## Saved entries
++++++

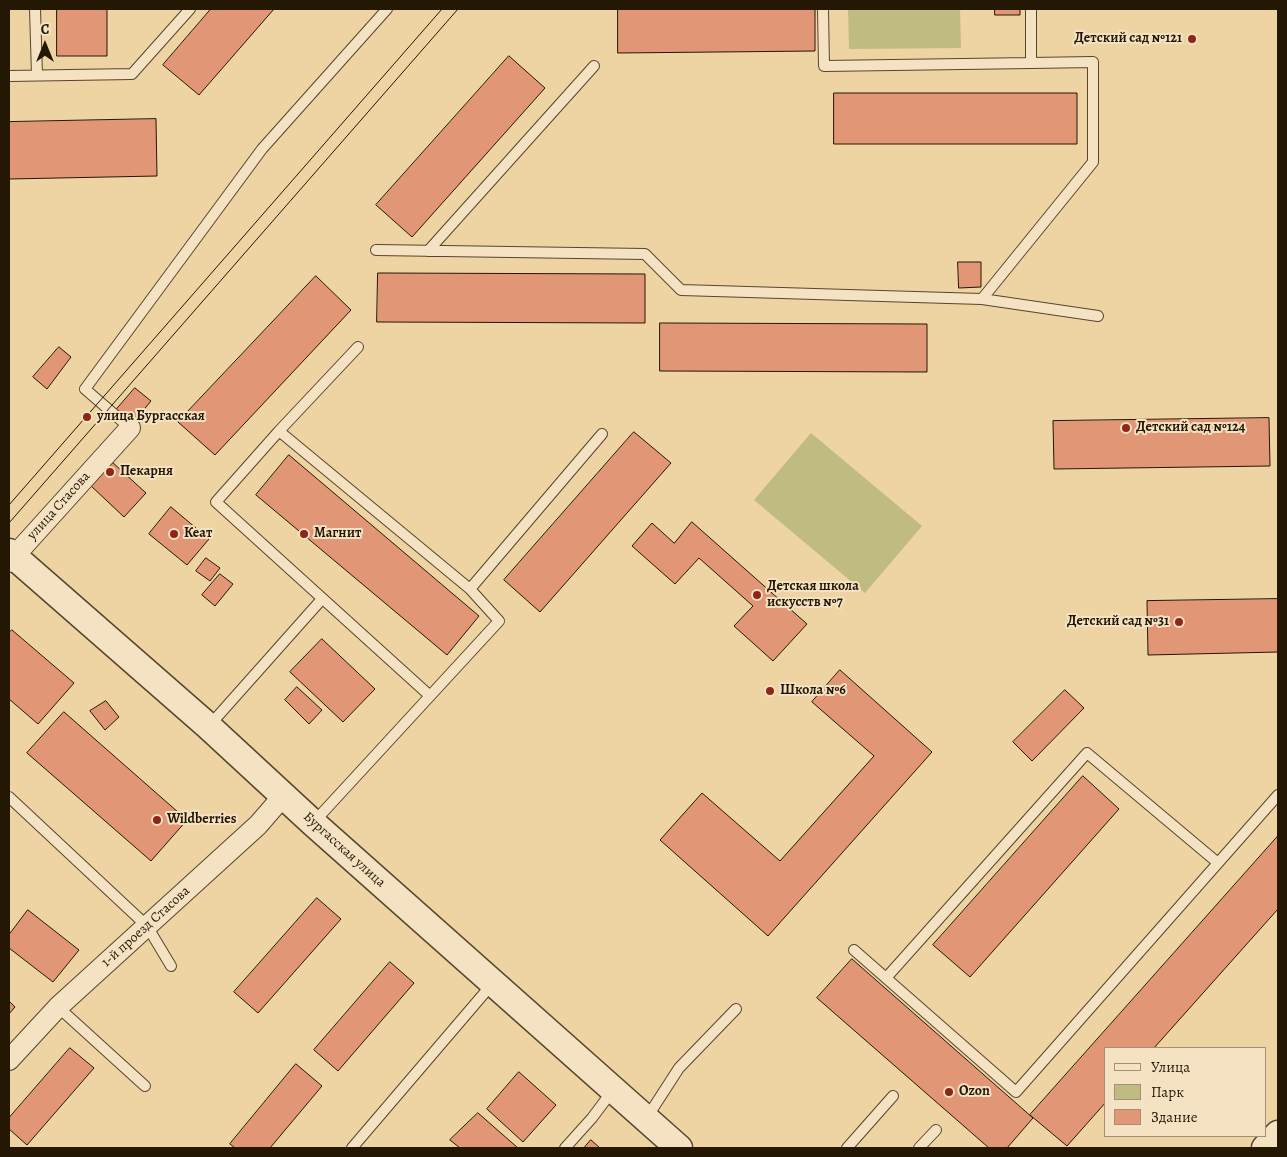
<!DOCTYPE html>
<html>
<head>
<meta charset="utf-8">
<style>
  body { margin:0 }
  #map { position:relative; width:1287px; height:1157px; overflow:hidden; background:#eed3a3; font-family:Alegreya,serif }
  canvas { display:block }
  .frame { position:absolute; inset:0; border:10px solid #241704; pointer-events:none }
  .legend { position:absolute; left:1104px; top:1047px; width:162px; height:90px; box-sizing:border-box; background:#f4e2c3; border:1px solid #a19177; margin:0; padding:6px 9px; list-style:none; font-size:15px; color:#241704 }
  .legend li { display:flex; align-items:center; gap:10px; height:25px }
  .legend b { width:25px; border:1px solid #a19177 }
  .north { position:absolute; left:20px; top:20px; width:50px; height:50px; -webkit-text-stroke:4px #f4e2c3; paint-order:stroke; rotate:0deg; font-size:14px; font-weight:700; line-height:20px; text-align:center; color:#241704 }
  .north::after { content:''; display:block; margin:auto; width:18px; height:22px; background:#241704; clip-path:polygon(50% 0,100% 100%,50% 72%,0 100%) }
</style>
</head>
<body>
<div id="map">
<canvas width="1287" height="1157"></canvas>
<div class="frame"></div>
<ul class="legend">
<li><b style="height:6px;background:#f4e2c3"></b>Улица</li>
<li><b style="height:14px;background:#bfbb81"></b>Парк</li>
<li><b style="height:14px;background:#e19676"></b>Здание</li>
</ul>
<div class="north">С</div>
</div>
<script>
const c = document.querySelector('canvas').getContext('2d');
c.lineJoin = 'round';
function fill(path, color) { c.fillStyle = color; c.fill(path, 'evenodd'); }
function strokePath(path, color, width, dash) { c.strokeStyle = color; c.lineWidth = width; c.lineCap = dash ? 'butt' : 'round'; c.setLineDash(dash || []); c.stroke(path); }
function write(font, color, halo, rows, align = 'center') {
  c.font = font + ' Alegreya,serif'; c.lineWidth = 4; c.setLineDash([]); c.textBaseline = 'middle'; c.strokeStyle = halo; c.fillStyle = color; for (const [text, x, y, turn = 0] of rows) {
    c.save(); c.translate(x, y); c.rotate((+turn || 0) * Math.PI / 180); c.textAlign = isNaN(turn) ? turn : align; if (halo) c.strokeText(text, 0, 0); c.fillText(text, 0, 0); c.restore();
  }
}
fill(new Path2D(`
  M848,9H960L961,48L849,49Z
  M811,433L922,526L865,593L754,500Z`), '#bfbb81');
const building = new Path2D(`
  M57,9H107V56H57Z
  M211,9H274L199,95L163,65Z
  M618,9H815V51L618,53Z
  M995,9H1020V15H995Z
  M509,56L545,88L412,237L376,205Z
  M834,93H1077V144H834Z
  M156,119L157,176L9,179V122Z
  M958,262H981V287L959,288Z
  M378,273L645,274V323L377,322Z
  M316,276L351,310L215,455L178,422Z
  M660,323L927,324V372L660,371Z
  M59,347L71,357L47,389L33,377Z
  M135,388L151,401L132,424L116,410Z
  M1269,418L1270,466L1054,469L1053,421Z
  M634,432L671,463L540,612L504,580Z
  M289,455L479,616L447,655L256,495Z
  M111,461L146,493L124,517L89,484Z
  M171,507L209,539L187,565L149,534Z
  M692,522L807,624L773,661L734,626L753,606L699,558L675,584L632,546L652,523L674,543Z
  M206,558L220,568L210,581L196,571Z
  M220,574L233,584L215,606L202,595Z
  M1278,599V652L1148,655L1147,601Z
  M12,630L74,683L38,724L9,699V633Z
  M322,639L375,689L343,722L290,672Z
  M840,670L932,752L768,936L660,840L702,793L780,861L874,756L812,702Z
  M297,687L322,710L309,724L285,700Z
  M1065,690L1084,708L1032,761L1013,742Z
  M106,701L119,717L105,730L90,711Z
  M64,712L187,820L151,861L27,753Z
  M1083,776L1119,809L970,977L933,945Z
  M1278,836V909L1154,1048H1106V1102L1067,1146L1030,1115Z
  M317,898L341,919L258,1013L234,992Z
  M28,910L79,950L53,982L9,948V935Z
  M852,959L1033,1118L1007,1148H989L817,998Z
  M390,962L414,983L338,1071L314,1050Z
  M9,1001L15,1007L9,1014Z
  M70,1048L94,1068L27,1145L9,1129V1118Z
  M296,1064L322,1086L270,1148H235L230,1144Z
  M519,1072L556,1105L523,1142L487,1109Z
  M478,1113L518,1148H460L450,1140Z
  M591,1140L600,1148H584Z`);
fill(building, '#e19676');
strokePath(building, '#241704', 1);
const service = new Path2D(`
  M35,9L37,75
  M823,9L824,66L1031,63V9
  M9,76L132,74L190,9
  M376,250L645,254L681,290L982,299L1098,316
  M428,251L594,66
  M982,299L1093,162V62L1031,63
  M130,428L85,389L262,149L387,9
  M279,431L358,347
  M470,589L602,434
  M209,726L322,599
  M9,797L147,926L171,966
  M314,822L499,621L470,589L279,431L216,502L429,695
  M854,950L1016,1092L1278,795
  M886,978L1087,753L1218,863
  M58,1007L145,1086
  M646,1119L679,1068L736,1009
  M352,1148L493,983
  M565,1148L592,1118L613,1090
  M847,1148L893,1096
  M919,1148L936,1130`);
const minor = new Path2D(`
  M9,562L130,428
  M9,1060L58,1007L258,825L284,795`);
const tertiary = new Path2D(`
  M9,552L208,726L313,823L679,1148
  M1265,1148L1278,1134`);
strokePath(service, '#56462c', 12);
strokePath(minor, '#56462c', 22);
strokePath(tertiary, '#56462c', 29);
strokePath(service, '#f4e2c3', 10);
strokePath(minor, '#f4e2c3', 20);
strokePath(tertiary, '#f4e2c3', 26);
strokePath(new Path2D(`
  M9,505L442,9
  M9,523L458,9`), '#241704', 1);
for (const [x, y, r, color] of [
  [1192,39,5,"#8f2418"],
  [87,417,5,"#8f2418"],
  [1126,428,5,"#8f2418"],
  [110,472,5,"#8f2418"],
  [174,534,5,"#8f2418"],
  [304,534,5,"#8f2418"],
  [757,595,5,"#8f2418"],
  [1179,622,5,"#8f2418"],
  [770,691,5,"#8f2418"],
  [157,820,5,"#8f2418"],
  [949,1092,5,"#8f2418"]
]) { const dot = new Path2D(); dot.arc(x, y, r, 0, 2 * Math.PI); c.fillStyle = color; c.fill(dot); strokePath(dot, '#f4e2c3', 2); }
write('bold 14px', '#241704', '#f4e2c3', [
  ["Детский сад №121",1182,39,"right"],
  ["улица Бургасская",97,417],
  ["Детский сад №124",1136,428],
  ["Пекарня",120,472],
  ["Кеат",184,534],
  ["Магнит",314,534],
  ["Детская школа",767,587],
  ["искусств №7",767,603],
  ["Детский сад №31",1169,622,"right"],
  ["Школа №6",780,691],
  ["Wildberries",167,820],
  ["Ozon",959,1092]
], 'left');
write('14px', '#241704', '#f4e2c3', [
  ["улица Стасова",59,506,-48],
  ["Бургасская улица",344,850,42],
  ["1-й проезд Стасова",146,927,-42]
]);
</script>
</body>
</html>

++++++

## Task brief
In the records above, which lines hold the string "turn"? Copy each one.

## Exercise result
  c.font = font + ' Alegreya,serif'; c.lineWidth = 4; c.setLineDash([]); c.textBaseline = 'middle'; c.strokeStyle = halo; c.fillStyle = color; for (const [text, x, y, turn = 0] of rows) {
    c.save(); c.translate(x, y); c.rotate((+turn || 0) * Math.PI / 180); c.textAlign = isNaN(turn) ? turn : align; if (halo) c.strokeText(text, 0, 0); c.fillText(text, 0, 0); c.restore();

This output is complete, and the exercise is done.